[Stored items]
● ● ● ● ●

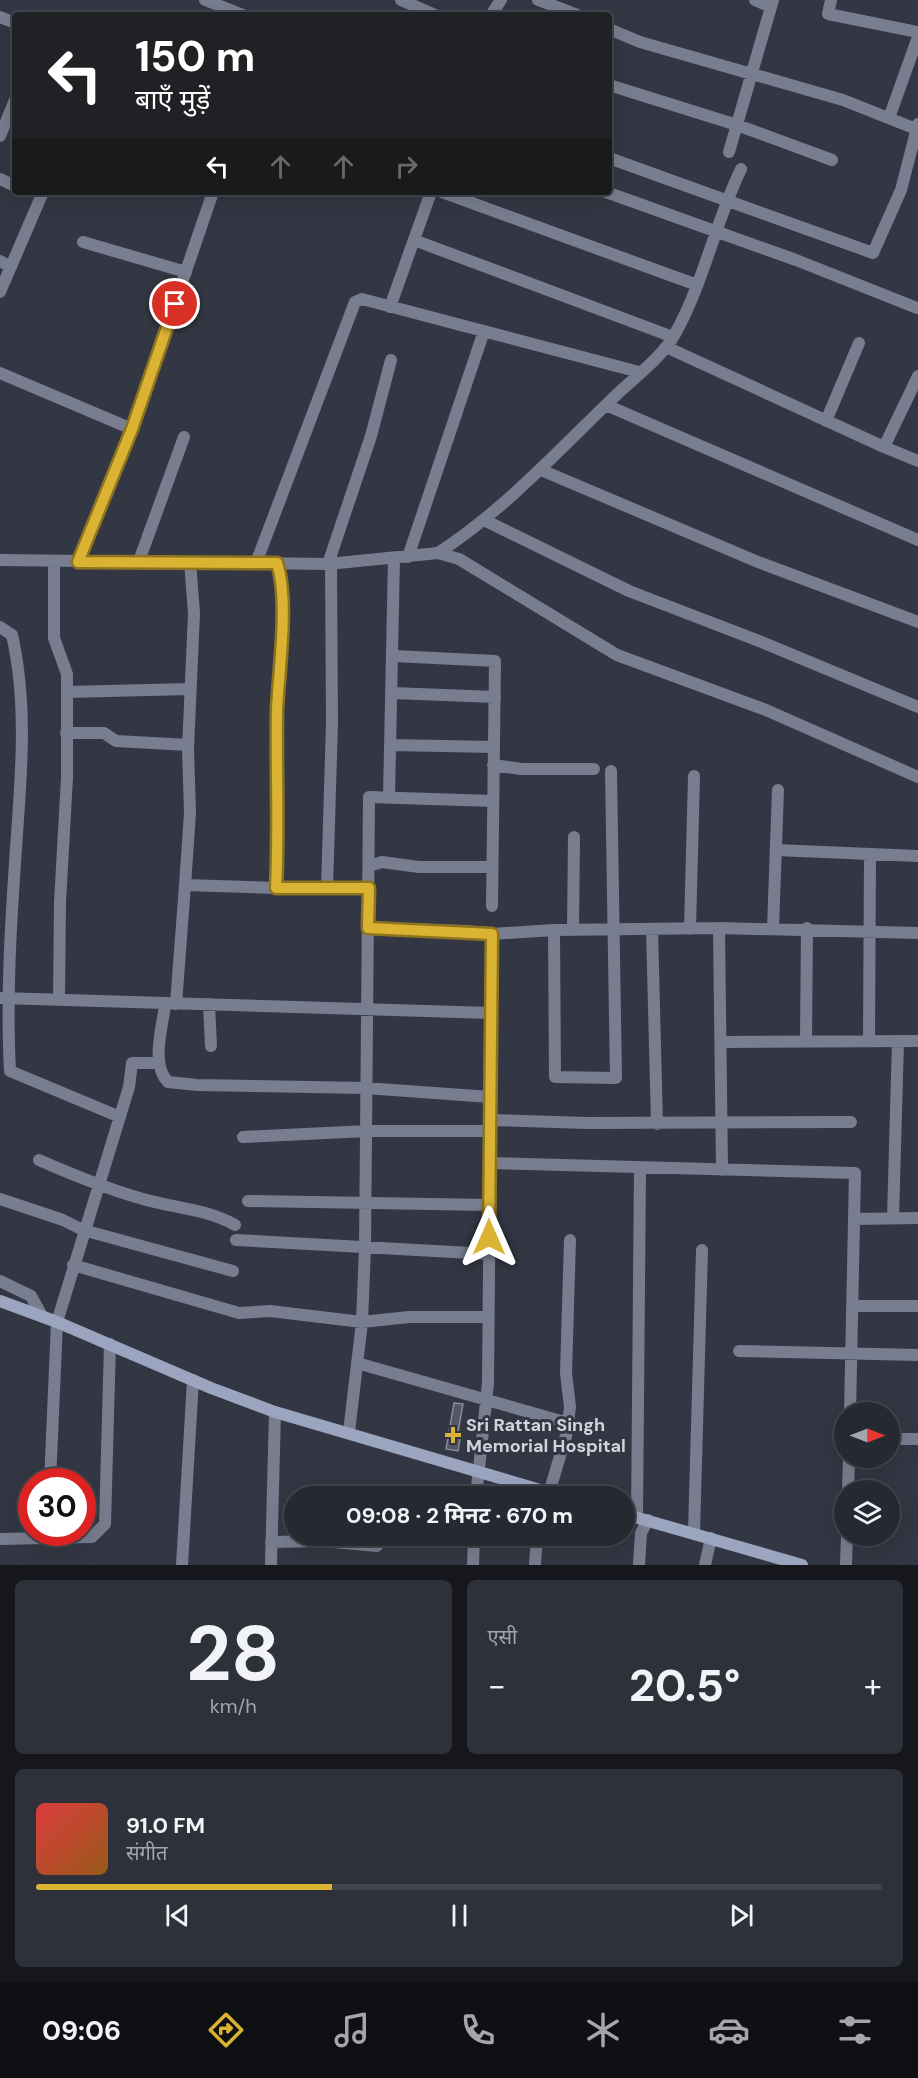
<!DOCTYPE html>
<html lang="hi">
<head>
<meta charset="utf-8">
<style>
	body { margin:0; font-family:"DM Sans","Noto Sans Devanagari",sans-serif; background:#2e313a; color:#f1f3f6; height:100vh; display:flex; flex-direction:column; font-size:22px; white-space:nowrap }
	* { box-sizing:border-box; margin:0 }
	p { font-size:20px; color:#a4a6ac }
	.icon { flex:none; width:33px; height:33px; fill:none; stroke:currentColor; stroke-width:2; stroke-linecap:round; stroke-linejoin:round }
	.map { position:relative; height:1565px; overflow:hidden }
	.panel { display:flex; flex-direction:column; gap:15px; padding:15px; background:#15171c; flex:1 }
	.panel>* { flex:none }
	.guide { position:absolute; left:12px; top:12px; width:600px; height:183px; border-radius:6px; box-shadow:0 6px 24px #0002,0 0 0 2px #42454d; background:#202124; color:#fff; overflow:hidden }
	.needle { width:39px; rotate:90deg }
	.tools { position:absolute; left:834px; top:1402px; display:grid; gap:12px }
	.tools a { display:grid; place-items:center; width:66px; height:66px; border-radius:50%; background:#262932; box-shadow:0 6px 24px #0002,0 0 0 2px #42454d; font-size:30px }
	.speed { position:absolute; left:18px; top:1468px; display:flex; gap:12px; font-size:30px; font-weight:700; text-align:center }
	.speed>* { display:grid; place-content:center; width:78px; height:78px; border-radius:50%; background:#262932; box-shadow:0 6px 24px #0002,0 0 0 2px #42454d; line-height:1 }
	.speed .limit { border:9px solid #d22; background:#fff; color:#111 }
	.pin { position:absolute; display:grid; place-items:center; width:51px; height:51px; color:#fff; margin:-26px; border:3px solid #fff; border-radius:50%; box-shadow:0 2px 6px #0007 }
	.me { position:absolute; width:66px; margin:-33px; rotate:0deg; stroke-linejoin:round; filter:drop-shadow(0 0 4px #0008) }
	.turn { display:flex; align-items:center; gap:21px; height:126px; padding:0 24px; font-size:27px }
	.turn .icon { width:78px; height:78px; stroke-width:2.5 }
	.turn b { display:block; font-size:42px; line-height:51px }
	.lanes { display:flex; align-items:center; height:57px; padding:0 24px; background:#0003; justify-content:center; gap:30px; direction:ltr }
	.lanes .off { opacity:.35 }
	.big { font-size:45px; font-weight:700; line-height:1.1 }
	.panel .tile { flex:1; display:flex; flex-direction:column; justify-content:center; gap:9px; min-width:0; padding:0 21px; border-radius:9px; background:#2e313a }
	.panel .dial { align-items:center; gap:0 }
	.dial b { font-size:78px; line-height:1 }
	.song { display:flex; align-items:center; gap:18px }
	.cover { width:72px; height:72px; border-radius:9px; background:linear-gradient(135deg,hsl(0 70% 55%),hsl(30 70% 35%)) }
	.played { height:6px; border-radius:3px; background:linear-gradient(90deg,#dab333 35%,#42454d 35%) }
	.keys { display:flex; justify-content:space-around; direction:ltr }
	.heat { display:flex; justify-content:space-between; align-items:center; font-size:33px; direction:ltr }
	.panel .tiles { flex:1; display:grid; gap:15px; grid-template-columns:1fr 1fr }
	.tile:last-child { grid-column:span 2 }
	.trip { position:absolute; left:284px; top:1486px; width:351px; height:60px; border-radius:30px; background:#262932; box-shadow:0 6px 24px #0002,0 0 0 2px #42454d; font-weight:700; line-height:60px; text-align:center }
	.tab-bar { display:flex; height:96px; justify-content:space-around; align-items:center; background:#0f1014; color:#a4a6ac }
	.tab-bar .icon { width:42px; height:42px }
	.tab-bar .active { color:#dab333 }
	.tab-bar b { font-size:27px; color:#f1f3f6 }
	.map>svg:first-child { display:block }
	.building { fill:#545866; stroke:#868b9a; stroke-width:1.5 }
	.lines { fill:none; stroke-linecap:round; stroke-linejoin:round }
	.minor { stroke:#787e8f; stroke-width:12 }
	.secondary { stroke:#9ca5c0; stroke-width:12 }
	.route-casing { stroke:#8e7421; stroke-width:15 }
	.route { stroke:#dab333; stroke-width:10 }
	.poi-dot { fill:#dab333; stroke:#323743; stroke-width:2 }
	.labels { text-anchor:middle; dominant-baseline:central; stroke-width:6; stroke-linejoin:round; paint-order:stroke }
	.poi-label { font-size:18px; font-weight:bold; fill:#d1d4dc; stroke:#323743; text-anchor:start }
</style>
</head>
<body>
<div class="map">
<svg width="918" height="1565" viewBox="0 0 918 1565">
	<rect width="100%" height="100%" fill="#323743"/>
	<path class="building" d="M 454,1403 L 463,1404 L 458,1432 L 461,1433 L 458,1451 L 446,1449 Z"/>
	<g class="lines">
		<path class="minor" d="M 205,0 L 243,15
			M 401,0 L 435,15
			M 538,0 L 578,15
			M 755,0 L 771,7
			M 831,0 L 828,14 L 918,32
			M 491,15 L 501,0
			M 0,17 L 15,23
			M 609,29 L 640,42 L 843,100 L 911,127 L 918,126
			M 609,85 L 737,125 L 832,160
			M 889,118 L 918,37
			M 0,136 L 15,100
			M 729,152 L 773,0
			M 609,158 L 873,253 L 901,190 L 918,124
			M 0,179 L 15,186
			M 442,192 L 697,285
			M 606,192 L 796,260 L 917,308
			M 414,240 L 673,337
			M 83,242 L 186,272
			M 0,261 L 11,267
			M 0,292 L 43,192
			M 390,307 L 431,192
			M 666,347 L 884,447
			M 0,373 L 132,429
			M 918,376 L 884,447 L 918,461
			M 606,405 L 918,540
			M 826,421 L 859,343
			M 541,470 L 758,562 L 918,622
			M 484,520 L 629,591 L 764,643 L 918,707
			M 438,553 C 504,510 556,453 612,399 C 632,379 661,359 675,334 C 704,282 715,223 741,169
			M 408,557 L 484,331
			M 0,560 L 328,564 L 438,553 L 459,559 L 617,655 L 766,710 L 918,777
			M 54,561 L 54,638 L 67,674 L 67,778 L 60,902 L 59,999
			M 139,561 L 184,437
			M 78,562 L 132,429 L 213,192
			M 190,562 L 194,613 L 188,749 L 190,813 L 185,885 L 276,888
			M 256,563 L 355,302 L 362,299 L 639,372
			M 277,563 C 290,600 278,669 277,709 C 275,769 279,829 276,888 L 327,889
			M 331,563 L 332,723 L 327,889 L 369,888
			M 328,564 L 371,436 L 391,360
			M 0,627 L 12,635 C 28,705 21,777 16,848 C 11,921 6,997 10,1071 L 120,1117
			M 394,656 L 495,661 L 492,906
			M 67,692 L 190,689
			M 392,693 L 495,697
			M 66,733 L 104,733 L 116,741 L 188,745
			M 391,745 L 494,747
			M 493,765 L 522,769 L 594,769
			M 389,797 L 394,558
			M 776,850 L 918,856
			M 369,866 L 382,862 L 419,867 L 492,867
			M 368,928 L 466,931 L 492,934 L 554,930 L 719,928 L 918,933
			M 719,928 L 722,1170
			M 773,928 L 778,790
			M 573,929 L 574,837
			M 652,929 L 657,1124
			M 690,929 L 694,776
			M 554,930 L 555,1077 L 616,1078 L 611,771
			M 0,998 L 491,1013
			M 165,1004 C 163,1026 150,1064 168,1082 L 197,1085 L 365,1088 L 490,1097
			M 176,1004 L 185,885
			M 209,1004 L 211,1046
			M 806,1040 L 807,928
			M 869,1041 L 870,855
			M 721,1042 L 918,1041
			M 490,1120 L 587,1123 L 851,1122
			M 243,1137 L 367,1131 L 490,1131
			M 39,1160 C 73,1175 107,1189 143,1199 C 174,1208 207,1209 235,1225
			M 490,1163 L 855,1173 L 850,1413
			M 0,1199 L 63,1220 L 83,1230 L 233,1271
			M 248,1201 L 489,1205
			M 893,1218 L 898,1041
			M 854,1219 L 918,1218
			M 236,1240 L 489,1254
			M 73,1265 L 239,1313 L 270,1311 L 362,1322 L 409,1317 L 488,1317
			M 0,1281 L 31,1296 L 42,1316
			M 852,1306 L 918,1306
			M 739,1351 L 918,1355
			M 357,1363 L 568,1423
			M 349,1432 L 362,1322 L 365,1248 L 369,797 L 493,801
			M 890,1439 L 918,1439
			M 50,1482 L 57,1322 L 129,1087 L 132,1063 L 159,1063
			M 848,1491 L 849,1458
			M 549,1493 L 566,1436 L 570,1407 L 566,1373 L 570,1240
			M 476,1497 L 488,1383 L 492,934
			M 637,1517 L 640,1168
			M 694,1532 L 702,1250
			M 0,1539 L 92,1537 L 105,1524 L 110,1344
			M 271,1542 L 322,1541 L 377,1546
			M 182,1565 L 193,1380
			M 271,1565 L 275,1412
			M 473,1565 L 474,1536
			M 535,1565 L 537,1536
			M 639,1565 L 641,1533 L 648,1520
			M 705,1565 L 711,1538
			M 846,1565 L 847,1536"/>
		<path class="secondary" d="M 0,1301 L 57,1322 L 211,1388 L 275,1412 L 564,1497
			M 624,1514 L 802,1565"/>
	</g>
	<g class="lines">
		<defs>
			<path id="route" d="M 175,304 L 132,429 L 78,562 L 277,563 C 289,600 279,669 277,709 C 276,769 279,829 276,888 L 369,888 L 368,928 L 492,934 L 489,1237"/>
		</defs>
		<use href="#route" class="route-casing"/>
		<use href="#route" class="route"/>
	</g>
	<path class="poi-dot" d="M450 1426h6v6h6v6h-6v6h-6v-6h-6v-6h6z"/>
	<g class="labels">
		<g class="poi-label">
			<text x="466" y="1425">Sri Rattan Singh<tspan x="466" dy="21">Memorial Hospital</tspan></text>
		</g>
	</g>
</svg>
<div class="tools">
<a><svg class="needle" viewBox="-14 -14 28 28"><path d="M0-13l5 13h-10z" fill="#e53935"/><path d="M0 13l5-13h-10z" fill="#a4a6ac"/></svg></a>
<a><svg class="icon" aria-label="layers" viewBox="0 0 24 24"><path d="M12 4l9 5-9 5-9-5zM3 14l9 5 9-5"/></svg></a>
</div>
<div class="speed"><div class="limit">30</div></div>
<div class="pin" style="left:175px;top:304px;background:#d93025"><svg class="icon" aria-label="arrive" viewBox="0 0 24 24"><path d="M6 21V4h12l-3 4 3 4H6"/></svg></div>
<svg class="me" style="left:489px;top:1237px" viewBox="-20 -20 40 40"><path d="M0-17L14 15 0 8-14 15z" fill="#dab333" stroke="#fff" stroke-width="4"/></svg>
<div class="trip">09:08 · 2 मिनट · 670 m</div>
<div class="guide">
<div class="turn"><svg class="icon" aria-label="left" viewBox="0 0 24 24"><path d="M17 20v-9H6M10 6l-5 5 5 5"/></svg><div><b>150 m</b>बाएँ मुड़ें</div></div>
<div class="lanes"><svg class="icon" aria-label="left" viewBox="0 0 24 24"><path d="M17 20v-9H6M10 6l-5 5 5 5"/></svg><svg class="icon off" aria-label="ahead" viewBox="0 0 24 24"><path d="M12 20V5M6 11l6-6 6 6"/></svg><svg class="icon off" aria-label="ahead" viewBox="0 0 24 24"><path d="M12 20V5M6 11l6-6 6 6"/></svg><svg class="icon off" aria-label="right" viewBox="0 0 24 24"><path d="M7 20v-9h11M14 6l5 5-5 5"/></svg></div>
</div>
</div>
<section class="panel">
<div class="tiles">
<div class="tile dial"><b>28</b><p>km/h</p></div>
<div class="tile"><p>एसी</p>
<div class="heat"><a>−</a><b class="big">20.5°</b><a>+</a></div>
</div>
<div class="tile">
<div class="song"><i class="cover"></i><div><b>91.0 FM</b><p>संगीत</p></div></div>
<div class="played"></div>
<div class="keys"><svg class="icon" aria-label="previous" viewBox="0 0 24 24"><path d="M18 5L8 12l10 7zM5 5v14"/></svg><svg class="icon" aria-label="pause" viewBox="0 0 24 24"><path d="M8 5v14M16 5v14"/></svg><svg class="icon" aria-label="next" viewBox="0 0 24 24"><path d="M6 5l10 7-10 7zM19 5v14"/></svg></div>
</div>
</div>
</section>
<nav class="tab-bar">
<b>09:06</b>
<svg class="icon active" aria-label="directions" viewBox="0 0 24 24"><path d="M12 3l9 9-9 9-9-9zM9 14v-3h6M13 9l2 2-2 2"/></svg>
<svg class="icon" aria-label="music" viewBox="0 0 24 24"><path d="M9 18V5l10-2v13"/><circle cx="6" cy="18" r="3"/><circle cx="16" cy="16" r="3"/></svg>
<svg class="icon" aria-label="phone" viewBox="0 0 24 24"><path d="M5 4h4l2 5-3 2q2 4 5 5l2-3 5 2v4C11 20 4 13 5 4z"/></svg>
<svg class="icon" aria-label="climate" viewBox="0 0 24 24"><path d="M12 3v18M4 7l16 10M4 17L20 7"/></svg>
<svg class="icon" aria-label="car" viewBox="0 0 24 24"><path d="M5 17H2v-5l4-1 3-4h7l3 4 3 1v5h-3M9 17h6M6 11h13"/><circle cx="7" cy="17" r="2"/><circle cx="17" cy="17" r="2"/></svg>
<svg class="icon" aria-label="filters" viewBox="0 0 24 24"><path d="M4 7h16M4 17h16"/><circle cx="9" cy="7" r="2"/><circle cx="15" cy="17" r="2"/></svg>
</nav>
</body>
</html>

● ● ● ● ●

* **What is required**
Pictures should not appear in the copy. Write out exactly the lines above from the first one through the line that contains "position:absolute; left:12px; top:12px;".

* **Response to the task**
<!DOCTYPE html>
<html lang="hi">
<head>
<meta charset="utf-8">
<style>
	body { margin:0; font-family:"DM Sans","Noto Sans Devanagari",sans-serif; background:#2e313a; color:#f1f3f6; height:100vh; display:flex; flex-direction:column; font-size:22px; white-space:nowrap }
	* { box-sizing:border-box; margin:0 }
	p { font-size:20px; color:#a4a6ac }
	.icon { flex:none; width:33px; height:33px; fill:none; stroke:currentColor; stroke-width:2; stroke-linecap:round; stroke-linejoin:round }
	.map { position:relative; height:1565px; overflow:hidden }
	.panel { display:flex; flex-direction:column; gap:15px; padding:15px; background:#15171c; flex:1 }
	.panel>* { flex:none }
	.guide { position:absolute; left:12px; top:12px; width:600px; height:183px; border-radius:6px; box-shadow:0 6px 24px #0002,0 0 0 2px #42454d; background:#202124; color:#fff; overflow:hidden }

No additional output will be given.